Study material Start Marker

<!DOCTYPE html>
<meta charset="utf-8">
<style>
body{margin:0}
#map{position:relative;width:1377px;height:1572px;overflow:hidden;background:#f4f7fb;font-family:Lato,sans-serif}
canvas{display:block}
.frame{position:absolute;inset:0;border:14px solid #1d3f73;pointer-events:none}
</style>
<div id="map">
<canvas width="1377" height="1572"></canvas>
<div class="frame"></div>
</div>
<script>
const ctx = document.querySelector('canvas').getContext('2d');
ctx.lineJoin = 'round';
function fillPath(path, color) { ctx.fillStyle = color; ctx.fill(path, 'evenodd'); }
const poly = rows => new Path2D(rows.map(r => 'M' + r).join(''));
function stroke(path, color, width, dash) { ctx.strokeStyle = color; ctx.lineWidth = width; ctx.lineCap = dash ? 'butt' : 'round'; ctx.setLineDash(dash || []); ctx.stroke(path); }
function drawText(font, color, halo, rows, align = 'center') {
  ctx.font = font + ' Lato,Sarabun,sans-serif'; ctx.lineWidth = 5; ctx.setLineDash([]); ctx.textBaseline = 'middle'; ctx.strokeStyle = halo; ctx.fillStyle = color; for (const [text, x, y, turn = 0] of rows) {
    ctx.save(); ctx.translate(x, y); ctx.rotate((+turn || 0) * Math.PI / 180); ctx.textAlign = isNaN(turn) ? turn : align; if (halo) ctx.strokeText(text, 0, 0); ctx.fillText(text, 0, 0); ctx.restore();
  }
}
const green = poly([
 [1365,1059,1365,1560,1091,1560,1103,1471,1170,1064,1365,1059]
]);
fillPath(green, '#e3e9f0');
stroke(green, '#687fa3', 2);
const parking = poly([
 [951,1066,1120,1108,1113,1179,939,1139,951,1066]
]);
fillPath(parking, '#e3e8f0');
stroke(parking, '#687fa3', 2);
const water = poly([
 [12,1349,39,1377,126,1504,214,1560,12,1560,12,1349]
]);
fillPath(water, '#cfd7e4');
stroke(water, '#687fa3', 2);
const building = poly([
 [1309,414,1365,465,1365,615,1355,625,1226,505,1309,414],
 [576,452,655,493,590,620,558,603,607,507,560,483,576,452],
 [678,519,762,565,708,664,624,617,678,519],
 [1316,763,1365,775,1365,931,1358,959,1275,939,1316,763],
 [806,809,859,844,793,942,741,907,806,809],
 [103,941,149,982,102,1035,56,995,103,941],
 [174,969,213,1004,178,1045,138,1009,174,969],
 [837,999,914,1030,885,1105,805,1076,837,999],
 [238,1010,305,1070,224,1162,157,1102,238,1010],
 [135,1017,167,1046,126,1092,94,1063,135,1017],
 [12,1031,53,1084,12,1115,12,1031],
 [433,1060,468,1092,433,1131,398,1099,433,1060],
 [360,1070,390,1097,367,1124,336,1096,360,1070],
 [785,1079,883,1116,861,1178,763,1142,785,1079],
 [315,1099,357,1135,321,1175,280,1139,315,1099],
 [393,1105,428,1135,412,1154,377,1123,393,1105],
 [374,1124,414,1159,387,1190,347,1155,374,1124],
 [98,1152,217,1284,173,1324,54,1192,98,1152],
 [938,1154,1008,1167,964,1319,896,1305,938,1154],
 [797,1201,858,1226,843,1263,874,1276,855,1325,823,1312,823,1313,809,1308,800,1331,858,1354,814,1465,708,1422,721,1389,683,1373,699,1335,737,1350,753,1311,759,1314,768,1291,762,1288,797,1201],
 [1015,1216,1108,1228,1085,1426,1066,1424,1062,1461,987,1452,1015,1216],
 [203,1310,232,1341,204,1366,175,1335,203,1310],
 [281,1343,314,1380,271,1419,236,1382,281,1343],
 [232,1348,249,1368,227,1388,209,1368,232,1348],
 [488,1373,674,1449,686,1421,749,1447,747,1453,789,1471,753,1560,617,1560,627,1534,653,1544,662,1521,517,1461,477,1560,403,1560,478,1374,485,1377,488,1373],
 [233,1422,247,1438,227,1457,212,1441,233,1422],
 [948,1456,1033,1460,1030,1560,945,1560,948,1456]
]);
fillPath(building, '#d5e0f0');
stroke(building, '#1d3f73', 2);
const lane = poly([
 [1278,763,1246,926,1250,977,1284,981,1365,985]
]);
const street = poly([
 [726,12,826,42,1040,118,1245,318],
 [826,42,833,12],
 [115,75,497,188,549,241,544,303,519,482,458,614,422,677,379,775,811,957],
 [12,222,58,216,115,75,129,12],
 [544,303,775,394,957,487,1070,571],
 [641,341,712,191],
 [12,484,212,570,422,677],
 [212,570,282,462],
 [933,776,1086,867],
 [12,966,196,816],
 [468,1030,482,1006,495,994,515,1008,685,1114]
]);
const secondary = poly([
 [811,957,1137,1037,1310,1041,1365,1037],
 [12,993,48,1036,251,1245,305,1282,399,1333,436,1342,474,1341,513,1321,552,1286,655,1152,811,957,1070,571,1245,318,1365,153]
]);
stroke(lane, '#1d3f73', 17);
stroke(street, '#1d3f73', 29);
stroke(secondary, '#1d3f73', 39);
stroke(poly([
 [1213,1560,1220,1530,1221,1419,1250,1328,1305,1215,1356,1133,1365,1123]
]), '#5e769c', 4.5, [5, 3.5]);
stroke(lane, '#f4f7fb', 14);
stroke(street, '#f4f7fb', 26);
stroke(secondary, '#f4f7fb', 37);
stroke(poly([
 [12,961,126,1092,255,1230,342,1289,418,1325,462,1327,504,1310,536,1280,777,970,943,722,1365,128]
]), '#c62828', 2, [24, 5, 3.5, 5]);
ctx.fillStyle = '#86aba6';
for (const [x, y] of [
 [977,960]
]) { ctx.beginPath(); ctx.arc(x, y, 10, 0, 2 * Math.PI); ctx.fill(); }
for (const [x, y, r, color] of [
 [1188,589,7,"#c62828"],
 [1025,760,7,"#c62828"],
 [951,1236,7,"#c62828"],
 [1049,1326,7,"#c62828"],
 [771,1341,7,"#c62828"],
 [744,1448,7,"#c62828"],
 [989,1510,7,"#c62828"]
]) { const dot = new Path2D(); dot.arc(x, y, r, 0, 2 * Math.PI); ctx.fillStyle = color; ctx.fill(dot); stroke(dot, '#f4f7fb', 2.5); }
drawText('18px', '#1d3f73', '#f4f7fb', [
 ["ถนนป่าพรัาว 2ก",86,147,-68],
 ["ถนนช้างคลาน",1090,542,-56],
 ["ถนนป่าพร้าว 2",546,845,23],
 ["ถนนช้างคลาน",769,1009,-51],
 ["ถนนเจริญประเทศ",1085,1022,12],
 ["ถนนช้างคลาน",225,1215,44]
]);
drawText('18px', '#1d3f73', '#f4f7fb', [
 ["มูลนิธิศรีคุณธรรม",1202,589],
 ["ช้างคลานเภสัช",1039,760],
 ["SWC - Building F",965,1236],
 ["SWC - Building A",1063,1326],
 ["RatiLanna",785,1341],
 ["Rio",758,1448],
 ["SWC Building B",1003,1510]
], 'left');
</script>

Study material End Marker

Starting from the line containing "[24, 5, 3.5, 5]);", repeat each line through the end of the entries, exactly.

]), '#c62828', 2, [24, 5, 3.5, 5]);
ctx.fillStyle = '#86aba6';
for (const [x, y] of [
 [977,960]
]) { ctx.beginPath(); ctx.arc(x, y, 10, 0, 2 * Math.PI); ctx.fill(); }
for (const [x, y, r, color] of [
 [1188,589,7,"#c62828"],
 [1025,760,7,"#c62828"],
 [951,1236,7,"#c62828"],
 [1049,1326,7,"#c62828"],
 [771,1341,7,"#c62828"],
 [744,1448,7,"#c62828"],
 [989,1510,7,"#c62828"]
]) { const dot = new Path2D(); dot.arc(x, y, r, 0, 2 * Math.PI); ctx.fillStyle = color; ctx.fill(dot); stroke(dot, '#f4f7fb', 2.5); }
drawText('18px', '#1d3f73', '#f4f7fb', [
 ["ถนนป่าพรัาว 2ก",86,147,-68],
 ["ถนนช้างคลาน",1090,542,-56],
 ["ถนนป่าพร้าว 2",546,845,23],
 ["ถนนช้างคลาน",769,1009,-51],
 ["ถนนเจริญประเทศ",1085,1022,12],
 ["ถนนช้างคลาน",225,1215,44]
]);
drawText('18px', '#1d3f73', '#f4f7fb', [
 ["มูลนิธิศรีคุณธรรม",1202,589],
 ["ช้างคลานเภสัช",1039,760],
 ["SWC - Building F",965,1236],
 ["SWC - Building A",1063,1326],
 ["RatiLanna",785,1341],
 ["Rio",758,1448],
 ["SWC Building B",1003,1510]
], 'left');
</script>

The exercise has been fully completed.